THE DATA
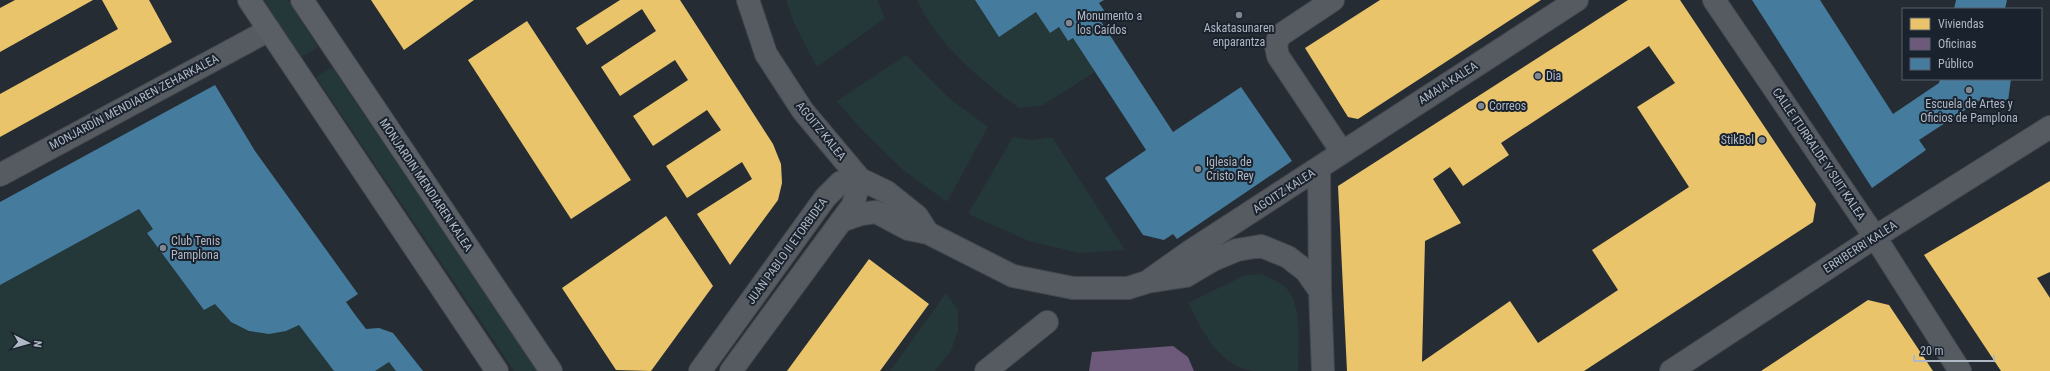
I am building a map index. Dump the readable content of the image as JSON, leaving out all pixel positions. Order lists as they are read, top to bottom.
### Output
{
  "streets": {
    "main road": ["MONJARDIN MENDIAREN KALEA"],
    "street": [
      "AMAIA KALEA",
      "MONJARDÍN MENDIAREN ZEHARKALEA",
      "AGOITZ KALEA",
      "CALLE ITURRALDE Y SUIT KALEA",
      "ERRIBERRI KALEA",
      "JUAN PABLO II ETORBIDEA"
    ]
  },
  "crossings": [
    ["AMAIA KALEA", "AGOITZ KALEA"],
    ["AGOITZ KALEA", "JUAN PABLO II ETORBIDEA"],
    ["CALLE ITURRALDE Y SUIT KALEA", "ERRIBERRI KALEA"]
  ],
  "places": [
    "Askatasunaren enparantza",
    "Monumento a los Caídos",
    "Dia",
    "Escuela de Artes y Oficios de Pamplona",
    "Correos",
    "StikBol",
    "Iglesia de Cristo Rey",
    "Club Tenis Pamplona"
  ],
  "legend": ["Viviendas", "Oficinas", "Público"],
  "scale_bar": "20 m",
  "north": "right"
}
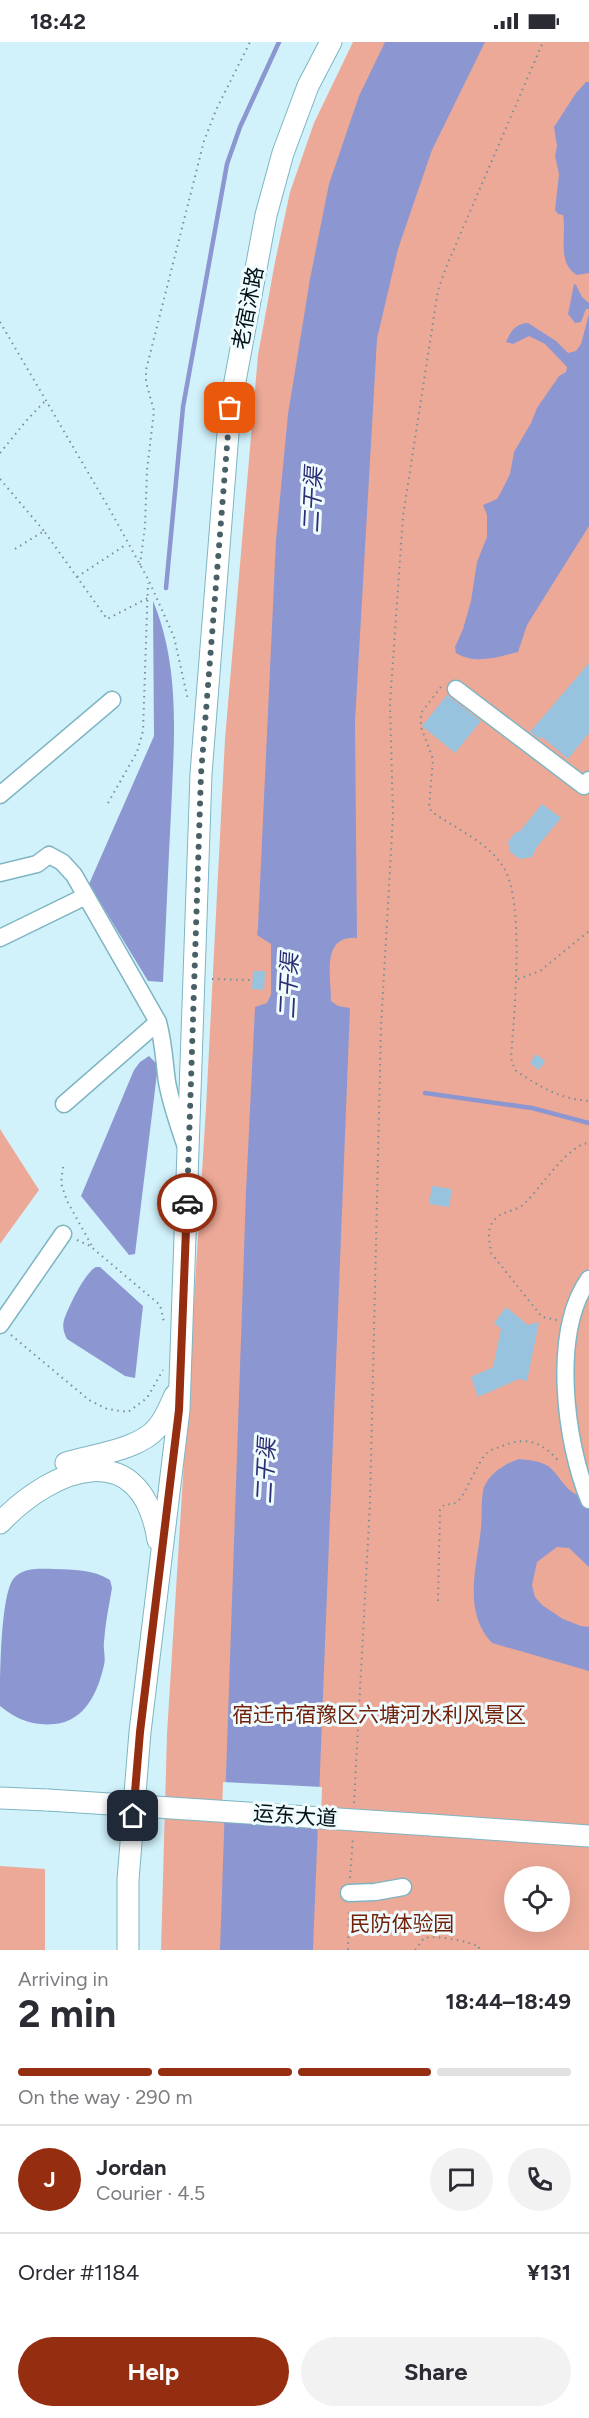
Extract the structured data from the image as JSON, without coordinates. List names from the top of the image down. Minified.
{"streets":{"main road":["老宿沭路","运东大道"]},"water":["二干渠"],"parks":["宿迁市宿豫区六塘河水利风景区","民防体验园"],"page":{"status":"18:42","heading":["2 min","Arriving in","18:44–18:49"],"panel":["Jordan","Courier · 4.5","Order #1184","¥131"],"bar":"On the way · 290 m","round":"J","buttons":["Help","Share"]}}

--

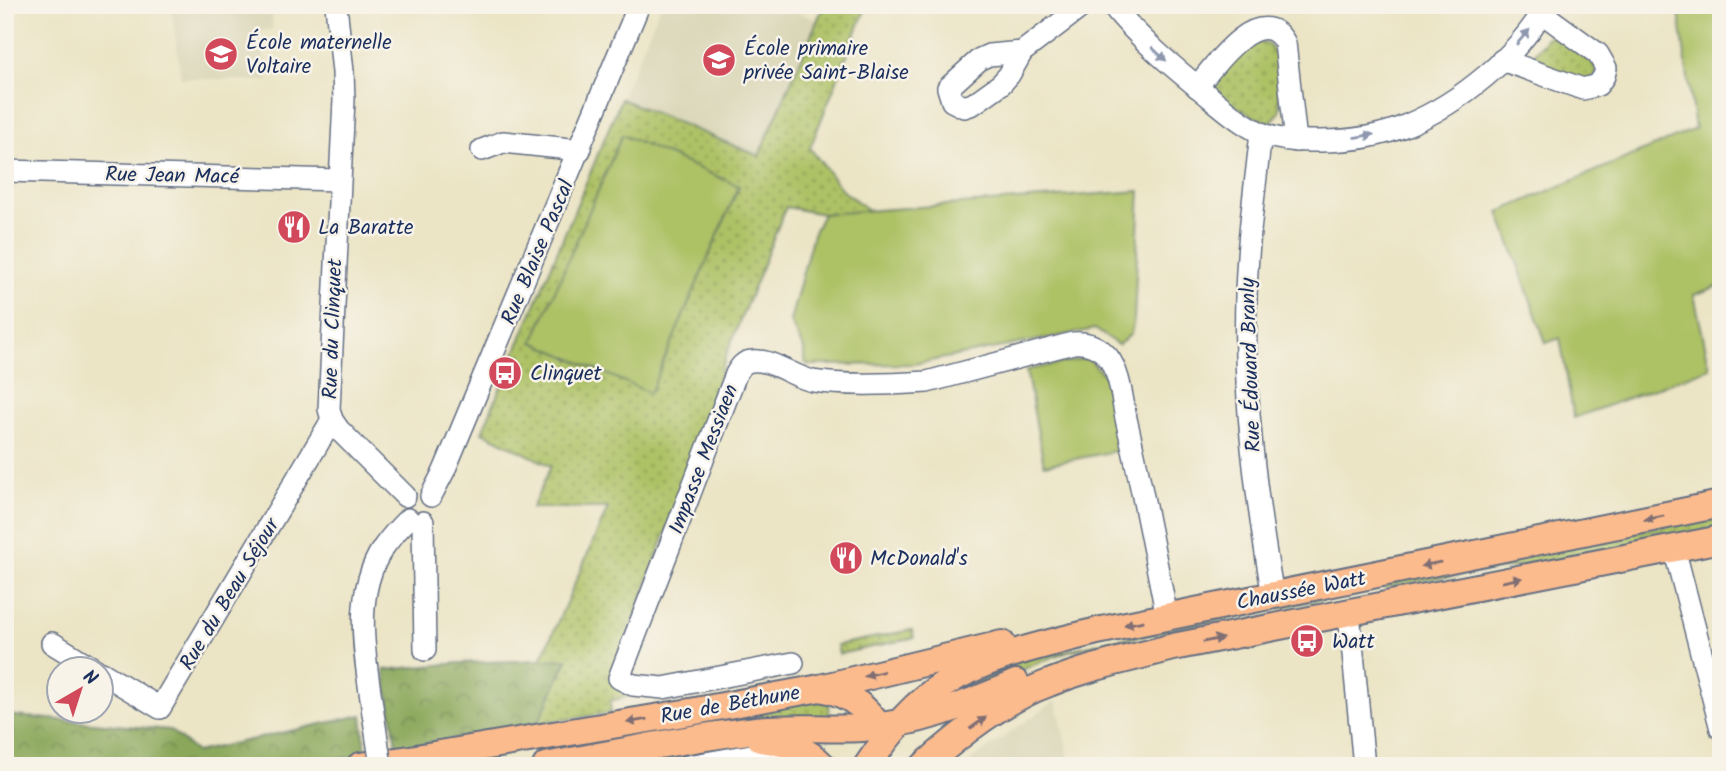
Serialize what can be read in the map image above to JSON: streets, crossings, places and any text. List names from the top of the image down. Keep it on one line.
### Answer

...

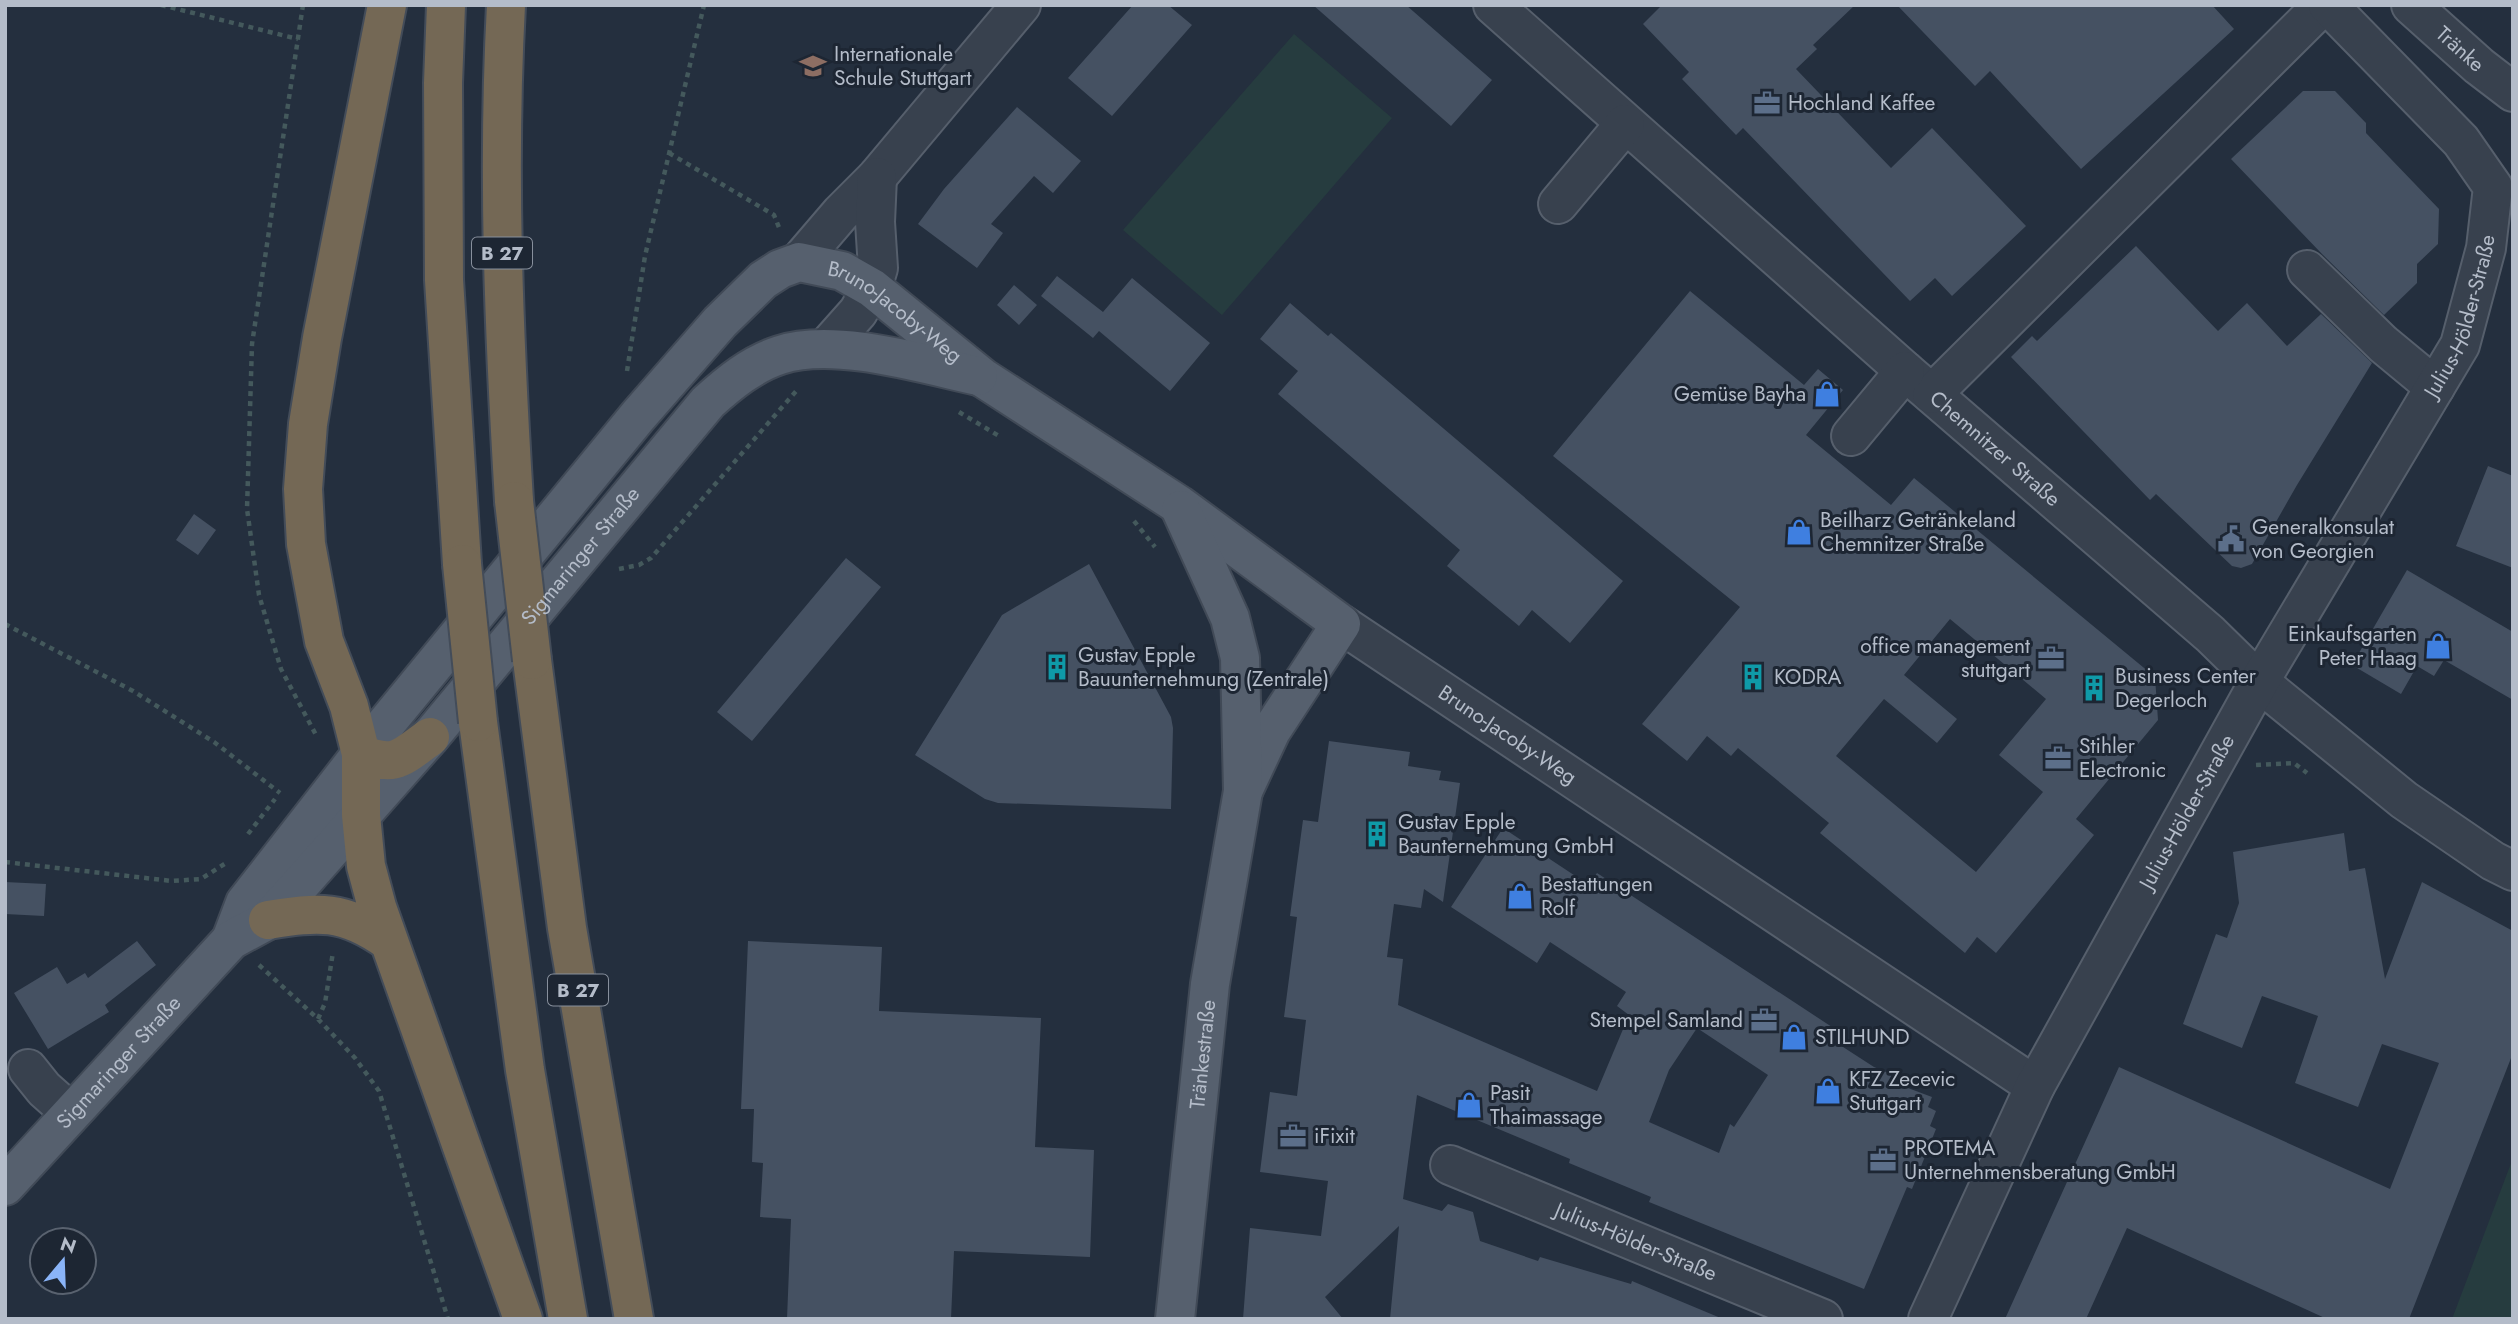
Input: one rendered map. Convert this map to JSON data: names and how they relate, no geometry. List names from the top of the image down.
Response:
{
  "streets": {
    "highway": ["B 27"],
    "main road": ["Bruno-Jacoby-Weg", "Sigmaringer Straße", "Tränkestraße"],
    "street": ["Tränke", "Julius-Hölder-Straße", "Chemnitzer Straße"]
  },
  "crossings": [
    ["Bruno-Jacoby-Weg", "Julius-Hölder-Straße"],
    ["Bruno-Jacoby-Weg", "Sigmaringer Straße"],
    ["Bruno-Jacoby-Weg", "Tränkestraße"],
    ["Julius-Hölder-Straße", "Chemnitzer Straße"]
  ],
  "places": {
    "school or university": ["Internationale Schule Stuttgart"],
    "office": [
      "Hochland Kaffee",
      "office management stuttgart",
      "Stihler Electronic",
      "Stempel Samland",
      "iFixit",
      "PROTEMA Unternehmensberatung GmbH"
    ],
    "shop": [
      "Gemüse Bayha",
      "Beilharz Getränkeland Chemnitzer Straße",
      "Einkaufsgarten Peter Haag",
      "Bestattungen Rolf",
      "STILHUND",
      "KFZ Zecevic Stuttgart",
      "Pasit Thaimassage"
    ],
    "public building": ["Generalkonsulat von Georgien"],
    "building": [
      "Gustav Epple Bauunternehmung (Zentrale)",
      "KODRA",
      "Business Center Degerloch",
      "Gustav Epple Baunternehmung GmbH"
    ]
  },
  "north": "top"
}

WORK REQUEST
Your task is to copy each line of the material that contains the word "they".

ANSWER BOX
I am building a map index. Dump the readable content of the image as JSON, leaving out all pixel positions. Order lists as they are read, top to bottom.
Input: one rendered map. Convert this map to JSON data: names and how they relate, no geometry. List names from the top of the image down.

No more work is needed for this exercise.